**Exercise details:** Starting with the opening line of the material, restate every line word for word, and end on the line containing "For a GIS import: Give".

**Material provided:**
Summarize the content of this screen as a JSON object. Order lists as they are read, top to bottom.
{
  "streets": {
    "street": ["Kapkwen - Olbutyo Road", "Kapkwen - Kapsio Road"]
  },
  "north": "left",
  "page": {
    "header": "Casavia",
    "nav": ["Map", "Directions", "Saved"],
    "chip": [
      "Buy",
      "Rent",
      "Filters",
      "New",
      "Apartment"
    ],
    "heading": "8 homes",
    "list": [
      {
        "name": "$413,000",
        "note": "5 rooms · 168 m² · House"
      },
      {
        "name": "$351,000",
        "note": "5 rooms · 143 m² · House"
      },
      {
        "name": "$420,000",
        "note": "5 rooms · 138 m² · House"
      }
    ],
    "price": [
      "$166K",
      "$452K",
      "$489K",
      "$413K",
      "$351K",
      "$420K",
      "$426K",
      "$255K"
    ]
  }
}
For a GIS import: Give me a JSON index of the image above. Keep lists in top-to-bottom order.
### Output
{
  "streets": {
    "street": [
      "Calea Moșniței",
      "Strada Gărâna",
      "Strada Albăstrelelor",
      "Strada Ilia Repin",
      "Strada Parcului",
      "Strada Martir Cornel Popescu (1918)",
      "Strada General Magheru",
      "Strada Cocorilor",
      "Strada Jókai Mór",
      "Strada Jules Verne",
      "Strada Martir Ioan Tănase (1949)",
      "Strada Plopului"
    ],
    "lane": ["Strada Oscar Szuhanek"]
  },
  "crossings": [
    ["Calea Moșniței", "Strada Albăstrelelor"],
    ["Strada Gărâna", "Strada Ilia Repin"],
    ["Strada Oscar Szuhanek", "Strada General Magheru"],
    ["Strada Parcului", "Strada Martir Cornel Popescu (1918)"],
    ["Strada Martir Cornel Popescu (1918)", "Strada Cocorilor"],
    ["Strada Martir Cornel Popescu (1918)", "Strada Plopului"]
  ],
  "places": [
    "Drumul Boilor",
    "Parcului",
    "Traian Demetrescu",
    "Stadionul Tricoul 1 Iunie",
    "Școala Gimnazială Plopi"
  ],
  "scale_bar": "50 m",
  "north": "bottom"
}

**Output for this exercise:**
Summarize the content of this screen as a JSON object. Order lists as they are read, top to bottom.
{
  "streets": {
    "street": ["Kapkwen - Olbutyo Road", "Kapkwen - Kapsio Road"]
  },
  "north": "left",
  "page": {
    "header": "Casavia",
    "nav": ["Map", "Directions", "Saved"],
    "chip": [
      "Buy",
      "Rent",
      "Filters",
      "New",
      "Apartment"
    ],
    "heading": "8 homes",
    "list": [
      {
        "name": "$413,000",
        "note": "5 rooms · 168 m² · House"
      },
      {
        "name": "$351,000",
        "note": "5 rooms · 143 m² · House"
      },
      {
        "name": "$420,000",
        "note": "5 rooms · 138 m² · House"
      }
    ],
    "price": [
      "$166K",
      "$452K",
      "$489K",
      "$413K",
      "$351K",
      "$420K",
      "$426K",
      "$255K"
    ]
  }
}
For a GIS import: Give me a JSON index of the image above. Keep lists in top-to-bottom order.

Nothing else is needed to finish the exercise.